(Records from a collection)
-- -- --

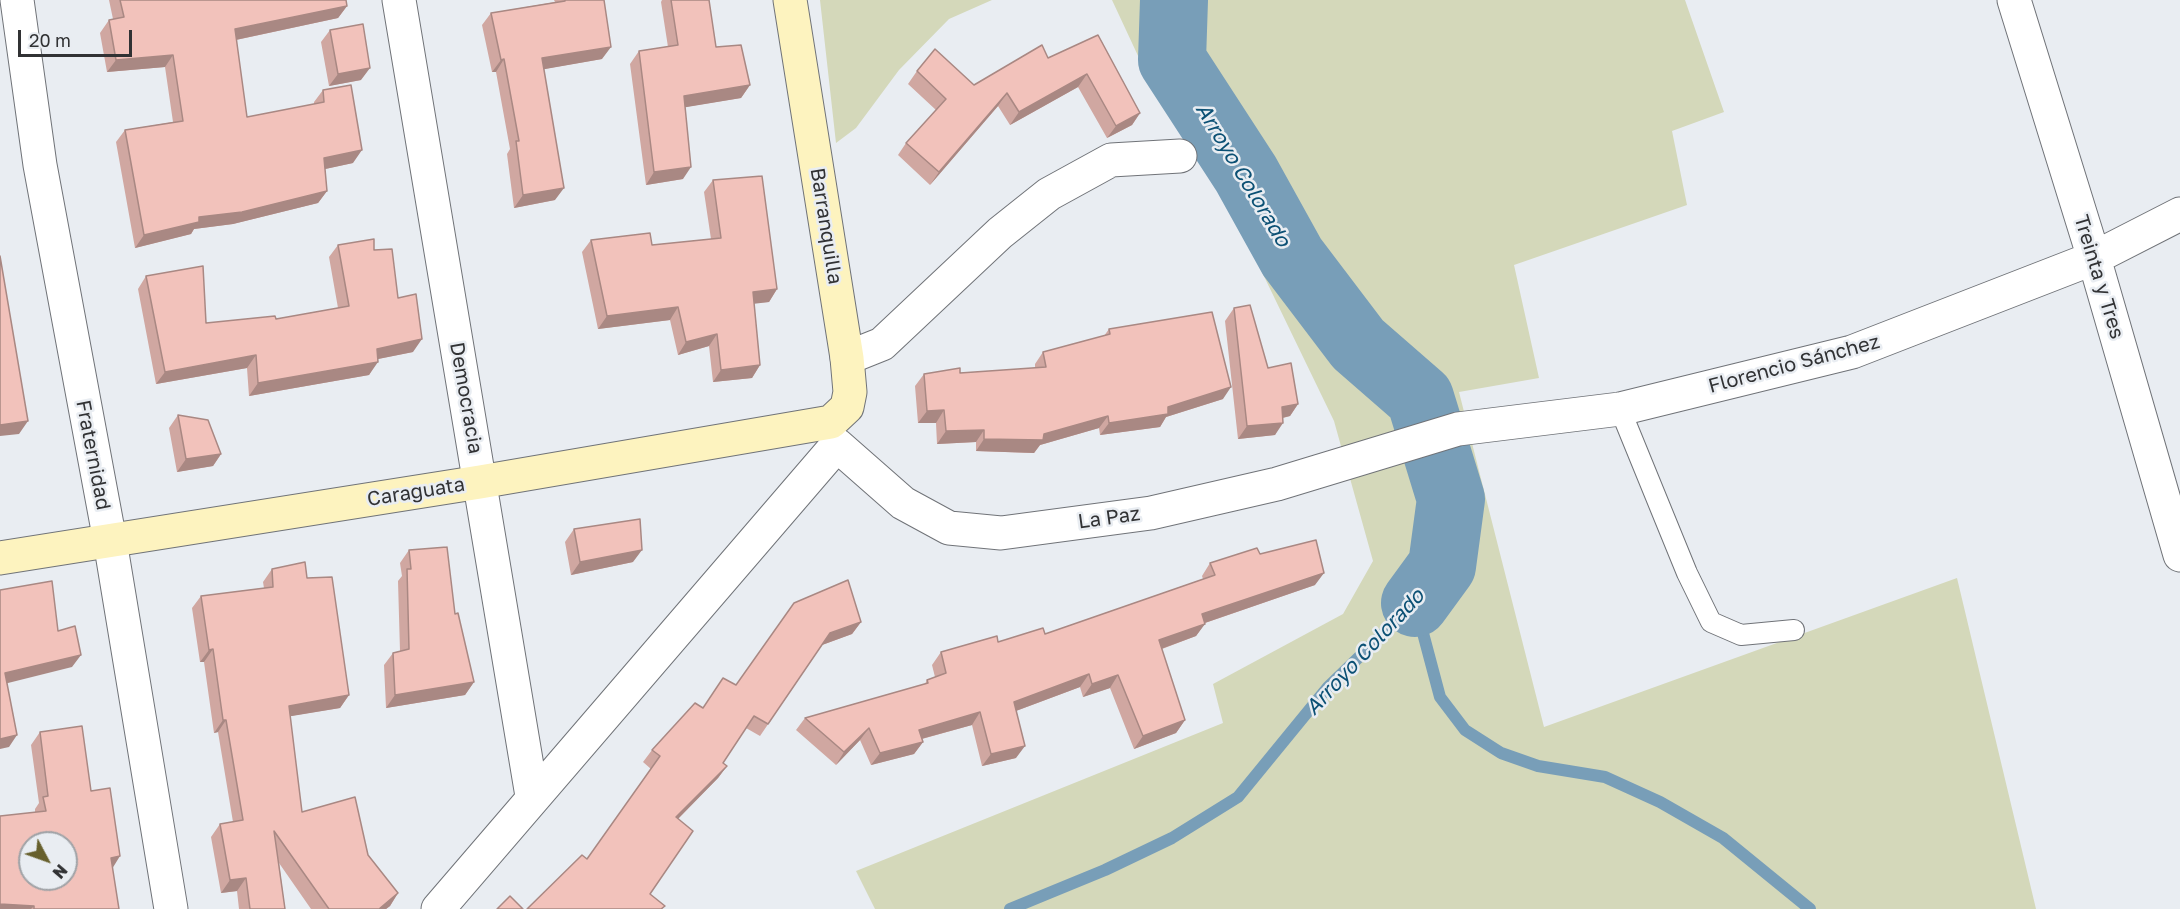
<!DOCTYPE html>
<meta charset="utf-8">
<style>
body{margin:0}
#map{position:relative;width:2180px;height:909px;overflow:hidden;background:#e9edf2;font-family:"Golos Text",sans-serif}
canvas{display:block}
.north{position:absolute;left:18px;top:831px;width:60px;height:60px;box-sizing:border-box;background:#e9edf2;border:2px solid #9fa2a6;border-radius:50%;rotate:131deg;font-size:16px;font-weight:700;line-height:24px;text-align:center;color:#313234}
.north::after{content:'';display:block;margin:auto;width:21px;height:27px;background:#67602d;clip-path:polygon(50% 0,100% 100%,50% 72%,0 100%)}
.scale{position:absolute;left:18px;top:30px;width:114px;height:27px;box-sizing:border-box;border:3px solid #313234;border-top:0;padding-left:8px;font-size:18px;line-height:21px;white-space:nowrap;color:#313234;-webkit-text-stroke:4px #e9edf2;paint-order:stroke}
</style>
<div id="map">
<canvas width="2180" height="909"></canvas>
<div class="north">N</div>
<div class="scale">20 m</div>
</div>
<script>
const context = document.querySelector('canvas').getContext('2d');
context.lineJoin = 'round';
function fill(path, color) {
  context.fillStyle = color;
  context.fill(path, 'evenodd');
}
function shape(rows) {
  const path = new Path2D();
  for (const r of rows) {
    path.moveTo(r[0], r[1]);
    for (let i = 2; i < r.length; i += 2) path.lineTo(r[i], r[i + 1]);
  }
  return path;
}
function strokePath(path, color, width, dash) {
  context.strokeStyle = color;
  context.lineWidth = width;
  context.lineCap = dash ? 'butt' : 'round';
  context.setLineDash(dash || []);
  context.stroke(path);
}
function label(font, color, halo, rows, align = 'center') {
  context.font = font + ' "Golos Text",sans-serif';
  context.lineWidth = 5;
  context.setLineDash([]);
  context.textBaseline = 'middle';
  context.strokeStyle = halo;
  context.fillStyle = color;
  for (const [text, x, y, turn = 0] of rows) {
    context.save();
    context.translate(x, y);
    context.rotate((+turn || 0) * Math.PI / 180);
    context.textAlign = isNaN(turn) ? turn : align;
    if (halo) context.strokeText(text, 0, 0);
    context.fillText(text, 0, 0);
    context.restore();
  }
}
const green = shape([
 [820,0,992,0,949,19,899,70,856,128,836,143],
 [1112,0,1685,0,1724,112,1672,131,1687,205,1514,265,1539,378,1459,392,1544,727,1957,578,2036,909,875,909,856,871,1223,723,1213,684,1343,614,1373,561,1334,421,1215,175,1160,103]
]);
const stream = shape([
 [1010,909,1105,870,1172,838,1238,797,1328,687,1415,603,1440,697,1465,730,1501,753,1538,766,1605,777,1660,802,1723,838,1810,909]
]);
const river = shape([
 [1174,0,1172,60,1246,174,1292,257,1358,344,1420,398,1451,499,1442,566,1415,603]
]);
const lane = shape([
 [1620,409,1687,573,1711,622,1741,635,1794,630]
]);
const street = shape([
 [17,0,40,165,110,541,171,909],
 [399,0,532,796],
 [2014,0,2094,258,2180,555],
 [847,358,882,344,1000,233,1049,194,1111,160,1180,156],
 [837,445,903,503,949,528,1001,533,1151,513,1277,484,1458,429,1620,409,1852,352,2094,258,2180,214],
 [438,909,837,445]
]);
const secondary = shape([
 [0,558,480,482,831,422,847,407,850,392,847,358,790,0]
]);
const wall = shape([
 [109,0,346,0,347,6,338,18,236,40,247,117,314,104,314,102,323,90,353,163,325,169,327,191,318,203,233,224,194,229,191,234,135,248,116,142,125,130,173,122,165,67,107,72,100,33,109,20,113,19],
 [554,0,604,0,602,59,544,69,555,200,514,208,507,154,510,149,496,72,492,72,482,25,491,13,555,2],
 [662,0,709,0,716,47,750,85,741,98,685,107,683,179,646,185,630,64,639,51,668,47,661,2],
 [330,30,361,80,329,86,321,42],
 [1098,35,1140,113,1132,125,1107,138,1078,87,1010,125,998,106,930,185,898,155,906,143,936,110,908,84,917,71,974,85,1048,58],
 [713,180,777,289,769,302,754,303,760,365,752,378,713,382,709,346,678,355,670,320,598,329,582,252,591,240,652,245,711,239,704,192],
 [338,245,398,298,413,352,378,359,369,375,249,396,247,368,156,384,138,289,146,276,206,323,276,319,338,308,329,257],
 [1234,308,1268,368,1298,404,1290,416,1283,418,1275,435,1238,439,1225,321],
 [1109,329,1223,399,1166,417,1160,427,1100,435,1099,428,1040,445,1034,453,976,451,976,442,937,444,936,423,918,423,915,386,924,374,960,373,1035,368,1035,364,1043,352,1104,336],
 [178,415,221,454,213,466,177,472,169,428],
 [574,529,633,562,571,575,565,542],
 [409,550,455,614,474,682,465,695,386,708,384,665,393,653,400,651,398,581,402,576,400,563],
 [1260,554,1315,585,1205,623,1196,636,1162,649,1185,720,1176,733,1134,749,1110,688,1083,697,1080,687,1016,711,1016,758,982,766,972,725,922,739,923,742,914,754,871,765,860,740,836,765,796,730,805,718,925,684,927,680,935,677,932,665,941,652,1045,634,1203,579,1202,576,1210,563],
 [272,569,307,578,349,695,340,708,290,716,302,812,368,855,398,893,390,906,386,909,311,909,279,863,285,909,239,909,237,891,221,893,211,837,220,824,233,822,218,732,214,733,204,662,200,662,192,608,201,596,264,588,263,582],
 [861,622,852,634,822,645,760,736,746,728,723,763,727,766,718,778,678,819,650,894,665,906,662,909,527,909,587,859,651,769,643,762,652,750,703,708,736,685],
 [40,732,91,791,112,867,119,909,0,909,35,812,35,809,39,803,31,745]
]);
const shadedWall = shape([
 [347,6,338,18,226,42,235,29],
 [611,47,602,59,534,71,542,58],
 [173,55,165,67,107,72,116,60],
 [504,59,496,72,492,72,501,60],
 [370,68,361,80,329,86,338,74],
 [1087,74,1078,87,1010,125,1019,112],
 [750,85,741,98,675,109,684,96],
 [1007,93,998,106,930,185,939,172],
 [1140,113,1132,125,1107,138,1116,126],
 [362,150,353,163,316,171,324,158],
 [691,167,683,179,646,185,654,172],
 [564,188,555,200,514,208,523,195],
 [327,191,318,203,233,224,194,229,191,234,135,248,144,235,199,217],
 [777,289,769,302,744,305,753,292],
 [678,307,670,320,598,329,607,316],
 [717,334,709,346,678,355,686,342],
 [422,339,413,352,368,361,377,349],
 [256,355,247,368,156,384,165,372],
 [378,362,369,375,249,396,258,383],
 [760,365,752,378,713,382,721,370],
 [1231,387,1223,399,1166,417,1160,427,1100,435,1109,423,1168,407],
 [1298,404,1290,416,1273,420,1282,407],
 [944,410,936,423,918,423,927,411],
 [1108,416,1099,428,1040,445,1034,453,976,451,984,439,1044,434],
 [28,421,19,434,0,436,0,425],
 [1283,423,1275,435,1238,439,1247,426],
 [984,430,976,442,937,444,946,431],
 [221,454,213,466,177,472,186,459],
 [642,550,633,562,571,575,580,562],
 [1324,573,1315,585,1193,627,1202,614],
 [861,622,852,634,822,645,830,633],
 [1205,624,1196,636,1150,653,1159,640],
 [213,649,204,662,200,662,209,650],
 [81,655,72,667,0,685,5,673],
 [1089,674,1080,687,1005,715,1014,702],
 [1118,675,1110,688,1083,697,1092,684],
 [474,682,465,695,386,708,395,695],
 [349,695,340,708,280,718,289,706],
 [980,712,972,725,910,742,919,730],
 [223,720,226,720,218,732,214,733],
 [1185,720,1176,733,1134,749,1143,736],
 [869,728,860,740,836,765,844,752],
 [17,735,9,747,0,749,0,739],
 [923,742,914,754,871,765,880,753],
 [1025,746,1016,758,982,766,991,754],
 [727,766,718,778,667,830,676,817],
 [120,856,112,869,111,858],
 [246,878,237,891,221,893,230,880],
 [398,893,390,906,386,909,379,909],
 [0,904,34,906,31,909,0,909]
]);
const building = shape([
 [120,0,346,0,347,6,235,29,247,117,324,102,323,90,351,85,362,150,324,158,327,191,242,212,199,217,199,222,144,235,125,130,183,121,173,55,116,60,109,20,124,17,120,0],
 [565,0,604,0,611,47,542,58,564,188,523,195,516,141,519,141,504,59,501,60,491,13,565,1,565,0],
 [671,0,709,0,716,47,741,45,750,85,684,96,691,167,654,172,639,51,678,45,671,0],
 [363,24,370,68,338,74,330,30,363,24],
 [1098,35,1140,113,1116,126,1087,74,1019,112,1007,93,939,172,906,143,946,99,917,71,935,49,974,85,1042,45,1048,58,1098,35],
 [762,176,777,289,753,292,760,365,721,370,717,334,686,342,678,307,607,316,591,240,650,233,652,245,721,238,713,180,762,176],
 [374,239,374,250,392,249,398,298,416,294,422,339,377,349,378,362,258,383,256,355,165,372,146,276,203,266,206,323,275,316,276,319,349,306,338,245,374,239],
 [0,256,28,421,0,425,0,256],
 [1250,305,1268,368,1291,363,1298,404,1282,407,1283,423,1247,426,1234,308,1250,305],
 [1212,312,1231,387,1168,407,1168,414,1109,423,1108,416,1044,434,1043,440,984,439,984,430,946,431,944,410,927,411,924,374,960,368,960,373,1046,367,1043,352,1110,334,1109,329,1212,312],
 [178,415,208,420,221,454,186,459,178,415],
 [640,519,642,550,580,562,574,529,640,519],
 [1316,540,1324,573,1202,614,1205,624,1159,640,1185,720,1143,736,1118,675,1092,684,1089,674,1014,702,1025,746,991,754,980,712,919,730,923,742,880,753,869,728,844,752,805,718,928,683,927,680,946,673,941,652,997,636,998,642,1043,628,1045,634,1215,575,1210,563,1257,548,1260,554,1316,540],
 [447,547,455,614,458,613,474,682,395,695,393,653,409,649,407,569,411,569,409,550,447,547],
 [305,562,307,578,332,577,349,695,289,706,302,812,355,797,368,855,398,893,379,909,329,909,274,831,285,909,250,909,246,878,230,880,220,824,243,820,226,720,223,720,213,649,209,650,201,596,273,587,272,569,305,562],
 [848,580,861,622,830,633,768,724,754,716,723,763,727,766,676,817,693,831,650,894,665,906,661,909,527,909,582,855,587,859,660,756,652,750,695,703,703,708,723,678,736,685,794,603,848,580],
 [52,581,58,631,75,626,81,655,5,673,17,735,0,739,0,590,52,581],
 [82,726,91,791,110,788,120,856,111,858,119,909,34,909,34,906,0,904,0,816,46,811,43,797,48,796,40,732,82,726],
 [30,843,66,843,66,879,30,879,30,843],
 [510,896,523,909,497,909,510,896]
]);
const streetNames = [
 ["Barranquilla",826,226,81],
 ["Treinta y Tres",2099,277,73],
 ["Florencio Sánchez",1794,364,-15],
 ["Democracia",466,398,80],
 ["Fraternidad",93,455,79],
 ["Caraguata",416,492,-9],
 ["La Paz",1109,518,-8]
];
const waterNames = [
 ["Arroyo Colorado",1243,175,59],
 ["Arroyo Colorado",1365,652,-47]
];
fill(green, '#d4d8ba');
strokePath(stream, '#789eb8', 12);
strokePath(river, '#789eb8', 68);
strokePath(lane, '#707378', 22);
strokePath(street, '#707378', 35);
strokePath(secondary, '#707378', 35);
strokePath(lane, '#fff', 20);
strokePath(street, '#fff', 33);
strokePath(secondary, '#fdf3bf', 33);
fill(wall, '#d0a7a1');
fill(shadedWall, '#a98883');
fill(building, '#f2c2bb');
strokePath(building, '#a98883', 1.5);
label('20px', '#313234', '#e9edf2', streetNames);
label('italic 21px', '#0b5074', '#e9edf2', waterNames);
</script>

-- -- --

DIRECTIONS: Go through the records and report each line that contains "green".

TASK SOLUTION:
const green = shape([
fill(green, '#d4d8ba');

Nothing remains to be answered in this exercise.